• _Records for this task_
---+---

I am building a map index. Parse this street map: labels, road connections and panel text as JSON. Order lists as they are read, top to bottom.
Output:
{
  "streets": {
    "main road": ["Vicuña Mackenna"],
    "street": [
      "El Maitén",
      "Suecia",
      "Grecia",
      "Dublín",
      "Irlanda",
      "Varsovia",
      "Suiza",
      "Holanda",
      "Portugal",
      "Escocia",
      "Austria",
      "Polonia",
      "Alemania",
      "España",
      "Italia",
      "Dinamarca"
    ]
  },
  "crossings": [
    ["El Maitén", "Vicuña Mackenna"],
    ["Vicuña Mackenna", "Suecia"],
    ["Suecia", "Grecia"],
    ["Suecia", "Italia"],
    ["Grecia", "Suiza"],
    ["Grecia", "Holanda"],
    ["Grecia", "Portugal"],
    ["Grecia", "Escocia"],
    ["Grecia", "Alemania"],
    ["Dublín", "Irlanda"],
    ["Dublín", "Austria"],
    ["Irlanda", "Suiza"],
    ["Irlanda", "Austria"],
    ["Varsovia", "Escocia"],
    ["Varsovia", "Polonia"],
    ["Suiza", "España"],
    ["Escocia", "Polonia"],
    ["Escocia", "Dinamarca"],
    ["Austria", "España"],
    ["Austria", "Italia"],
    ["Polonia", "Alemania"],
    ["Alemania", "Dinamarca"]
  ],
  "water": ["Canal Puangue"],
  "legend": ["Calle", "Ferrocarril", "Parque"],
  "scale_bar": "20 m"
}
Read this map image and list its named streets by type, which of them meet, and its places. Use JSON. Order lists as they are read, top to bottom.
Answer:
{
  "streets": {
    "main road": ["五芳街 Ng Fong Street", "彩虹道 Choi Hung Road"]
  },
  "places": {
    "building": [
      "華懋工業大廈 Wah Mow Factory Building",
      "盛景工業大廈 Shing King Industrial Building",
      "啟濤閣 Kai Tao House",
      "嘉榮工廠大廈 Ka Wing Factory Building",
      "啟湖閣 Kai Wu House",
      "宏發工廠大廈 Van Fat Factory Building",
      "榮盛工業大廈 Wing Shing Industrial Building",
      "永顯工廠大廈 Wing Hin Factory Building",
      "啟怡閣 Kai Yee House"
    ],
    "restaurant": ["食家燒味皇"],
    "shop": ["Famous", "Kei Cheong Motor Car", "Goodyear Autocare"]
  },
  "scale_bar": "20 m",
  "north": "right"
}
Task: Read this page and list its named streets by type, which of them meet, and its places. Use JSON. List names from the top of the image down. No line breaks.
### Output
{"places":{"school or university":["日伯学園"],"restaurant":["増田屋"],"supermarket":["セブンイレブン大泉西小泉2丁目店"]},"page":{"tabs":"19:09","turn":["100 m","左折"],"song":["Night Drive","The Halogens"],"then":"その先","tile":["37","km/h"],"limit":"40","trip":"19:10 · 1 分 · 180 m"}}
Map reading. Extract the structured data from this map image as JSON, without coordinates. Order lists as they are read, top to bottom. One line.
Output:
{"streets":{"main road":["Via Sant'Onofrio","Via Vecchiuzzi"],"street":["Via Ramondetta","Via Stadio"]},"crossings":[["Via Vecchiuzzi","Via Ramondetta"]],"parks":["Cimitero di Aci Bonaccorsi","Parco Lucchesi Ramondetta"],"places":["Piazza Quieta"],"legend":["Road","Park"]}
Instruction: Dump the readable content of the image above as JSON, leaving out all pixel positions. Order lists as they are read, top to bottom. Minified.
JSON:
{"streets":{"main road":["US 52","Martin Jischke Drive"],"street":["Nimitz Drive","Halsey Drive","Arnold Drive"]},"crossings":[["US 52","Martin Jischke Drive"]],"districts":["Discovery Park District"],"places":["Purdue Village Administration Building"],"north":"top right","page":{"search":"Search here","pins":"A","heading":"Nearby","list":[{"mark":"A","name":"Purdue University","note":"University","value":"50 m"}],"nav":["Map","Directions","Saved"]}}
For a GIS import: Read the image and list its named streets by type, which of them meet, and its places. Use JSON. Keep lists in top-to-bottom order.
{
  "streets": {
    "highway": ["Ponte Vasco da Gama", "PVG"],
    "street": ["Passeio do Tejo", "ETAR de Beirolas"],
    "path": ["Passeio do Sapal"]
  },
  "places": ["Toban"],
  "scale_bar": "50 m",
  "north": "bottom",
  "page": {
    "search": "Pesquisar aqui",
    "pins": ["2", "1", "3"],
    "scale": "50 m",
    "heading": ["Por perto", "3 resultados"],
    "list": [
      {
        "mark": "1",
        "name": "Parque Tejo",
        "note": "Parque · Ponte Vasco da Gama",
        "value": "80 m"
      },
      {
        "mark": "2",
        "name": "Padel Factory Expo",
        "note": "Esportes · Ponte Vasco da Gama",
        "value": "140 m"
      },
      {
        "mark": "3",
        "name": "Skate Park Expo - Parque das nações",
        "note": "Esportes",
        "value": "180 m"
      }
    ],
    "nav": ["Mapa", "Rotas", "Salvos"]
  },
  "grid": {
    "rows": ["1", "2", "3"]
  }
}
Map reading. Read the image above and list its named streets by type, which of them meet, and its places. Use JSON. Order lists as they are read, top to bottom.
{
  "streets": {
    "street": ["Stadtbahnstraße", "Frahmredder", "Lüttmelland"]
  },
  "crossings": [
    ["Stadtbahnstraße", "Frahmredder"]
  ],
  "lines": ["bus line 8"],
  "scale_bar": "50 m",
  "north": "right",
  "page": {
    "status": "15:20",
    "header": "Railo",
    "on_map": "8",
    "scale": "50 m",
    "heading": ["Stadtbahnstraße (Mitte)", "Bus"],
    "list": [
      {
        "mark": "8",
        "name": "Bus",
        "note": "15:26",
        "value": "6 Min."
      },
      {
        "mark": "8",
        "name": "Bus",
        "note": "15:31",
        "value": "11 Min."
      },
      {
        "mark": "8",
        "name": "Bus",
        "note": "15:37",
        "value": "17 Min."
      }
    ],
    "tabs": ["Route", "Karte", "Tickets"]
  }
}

---+---

• _Task brief_
Every line above should be duplicated exactly as it stands.

• _Your solution_
I am building a map index. Parse this street map: labels, road connections and panel text as JSON. Order lists as they are read, top to bottom.
Output:
{
  "streets": {
    "main road": ["Vicuña Mackenna"],
    "street": [
      "El Maitén",
      "Suecia",
      "Grecia",
      "Dublín",
      "Irlanda",
      "Varsovia",
      "Suiza",
      "Holanda",
      "Portugal",
      "Escocia",
      "Austria",
      "Polonia",
      "Alemania",
      "España",
      "Italia",
      "Dinamarca"
    ]
  },
  "crossings": [
    ["El Maitén", "Vicuña Mackenna"],
    ["Vicuña Mackenna", "Suecia"],
    ["Suecia", "Grecia"],
    ["Suecia", "Italia"],
    ["Grecia", "Suiza"],
    ["Grecia", "Holanda"],
    ["Grecia", "Portugal"],
    ["Grecia", "Escocia"],
    ["Grecia", "Alemania"],
    ["Dublín", "Irlanda"],
    ["Dublín", "Austria"],
    ["Irlanda", "Suiza"],
    ["Irlanda", "Austria"],
    ["Varsovia", "Escocia"],
    ["Varsovia", "Polonia"],
    ["Suiza", "España"],
    ["Escocia", "Polonia"],
    ["Escocia", "Dinamarca"],
    ["Austria", "España"],
    ["Austria", "Italia"],
    ["Polonia", "Alemania"],
    ["Alemania", "Dinamarca"]
  ],
  "water": ["Canal Puangue"],
  "legend": ["Calle", "Ferrocarril", "Parque"],
  "scale_bar": "20 m"
}
Read this map image and list its named streets by type, which of them meet, and its places. Use JSON. Order lists as they are read, top to bottom.
Answer:
{
  "streets": {
    "main road": ["五芳街 Ng Fong Street", "彩虹道 Choi Hung Road"]
  },
  "places": {
    "building": [
      "華懋工業大廈 Wah Mow Factory Building",
      "盛景工業大廈 Shing King Industrial Building",
      "啟濤閣 Kai Tao House",
      "嘉榮工廠大廈 Ka Wing Factory Building",
      "啟湖閣 Kai Wu House",
      "宏發工廠大廈 Van Fat Factory Building",
      "榮盛工業大廈 Wing Shing Industrial Building",
      "永顯工廠大廈 Wing Hin Factory Building",
      "啟怡閣 Kai Yee House"
    ],
    "restaurant": ["食家燒味皇"],
    "shop": ["Famous", "Kei Cheong Motor Car", "Goodyear Autocare"]
  },
  "scale_bar": "20 m",
  "north": "right"
}
Task: Read this page and list its named streets by type, which of them meet, and its places. Use JSON. List names from the top of the image down. No line breaks.
### Output
{"places":{"school or university":["日伯学園"],"restaurant":["増田屋"],"supermarket":["セブンイレブン大泉西小泉2丁目店"]},"page":{"tabs":"19:09","turn":["100 m","左折"],"song":["Night Drive","The Halogens"],"then":"その先","tile":["37","km/h"],"limit":"40","trip":"19:10 · 1 分 · 180 m"}}
Map reading. Extract the structured data from this map image as JSON, without coordinates. Order lists as they are read, top to bottom. One line.
Output:
{"streets":{"main road":["Via Sant'Onofrio","Via Vecchiuzzi"],"street":["Via Ramondetta","Via Stadio"]},"crossings":[["Via Vecchiuzzi","Via Ramondetta"]],"parks":["Cimitero di Aci Bonaccorsi","Parco Lucchesi Ramondetta"],"places":["Piazza Quieta"],"legend":["Road","Park"]}
Instruction: Dump the readable content of the image above as JSON, leaving out all pixel positions. Order lists as they are read, top to bottom. Minified.
JSON:
{"streets":{"main road":["US 52","Martin Jischke Drive"],"street":["Nimitz Drive","Halsey Drive","Arnold Drive"]},"crossings":[["US 52","Martin Jischke Drive"]],"districts":["Discovery Park District"],"places":["Purdue Village Administration Building"],"north":"top right","page":{"search":"Search here","pins":"A","heading":"Nearby","list":[{"mark":"A","name":"Purdue University","note":"University","value":"50 m"}],"nav":["Map","Directions","Saved"]}}
For a GIS import: Read the image and list its named streets by type, which of them meet, and its places. Use JSON. Keep lists in top-to-bottom order.
{
  "streets": {
    "highway": ["Ponte Vasco da Gama", "PVG"],
    "street": ["Passeio do Tejo", "ETAR de Beirolas"],
    "path": ["Passeio do Sapal"]
  },
  "places": ["Toban"],
  "scale_bar": "50 m",
  "north": "bottom",
  "page": {
    "search": "Pesquisar aqui",
    "pins": ["2", "1", "3"],
    "scale": "50 m",
    "heading": ["Por perto", "3 resultados"],
    "list": [
      {
        "mark": "1",
        "name": "Parque Tejo",
        "note": "Parque · Ponte Vasco da Gama",
        "value": "80 m"
      },
      {
        "mark": "2",
        "name": "Padel Factory Expo",
        "note": "Esportes · Ponte Vasco da Gama",
        "value": "140 m"
      },
      {
        "mark": "3",
        "name": "Skate Park Expo - Parque das nações",
        "note": "Esportes",
        "value": "180 m"
      }
    ],
    "nav": ["Mapa", "Rotas", "Salvos"]
  },
  "grid": {
    "rows": ["1", "2", "3"]
  }
}
Map reading. Read the image above and list its named streets by type, which of them meet, and its places. Use JSON. Order lists as they are read, top to bottom.
{
  "streets": {
    "street": ["Stadtbahnstraße", "Frahmredder", "Lüttmelland"]
  },
  "crossings": [
    ["Stadtbahnstraße", "Frahmredder"]
  ],
  "lines": ["bus line 8"],
  "scale_bar": "50 m",
  "north": "right",
  "page": {
    "status": "15:20",
    "header": "Railo",
    "on_map": "8",
    "scale": "50 m",
    "heading": ["Stadtbahnstraße (Mitte)", "Bus"],
    "list": [
      {
        "mark": "8",
        "name": "Bus",
        "note": "15:26",
        "value": "6 Min."
      },
      {
        "mark": "8",
        "name": "Bus",
        "note": "15:31",
        "value": "11 Min."
      },
      {
        "mark": "8",
        "name": "Bus",
        "note": "15:37",
        "value": "17 Min."
      }
    ],
    "tabs": ["Route", "Karte", "Tickets"]
  }
}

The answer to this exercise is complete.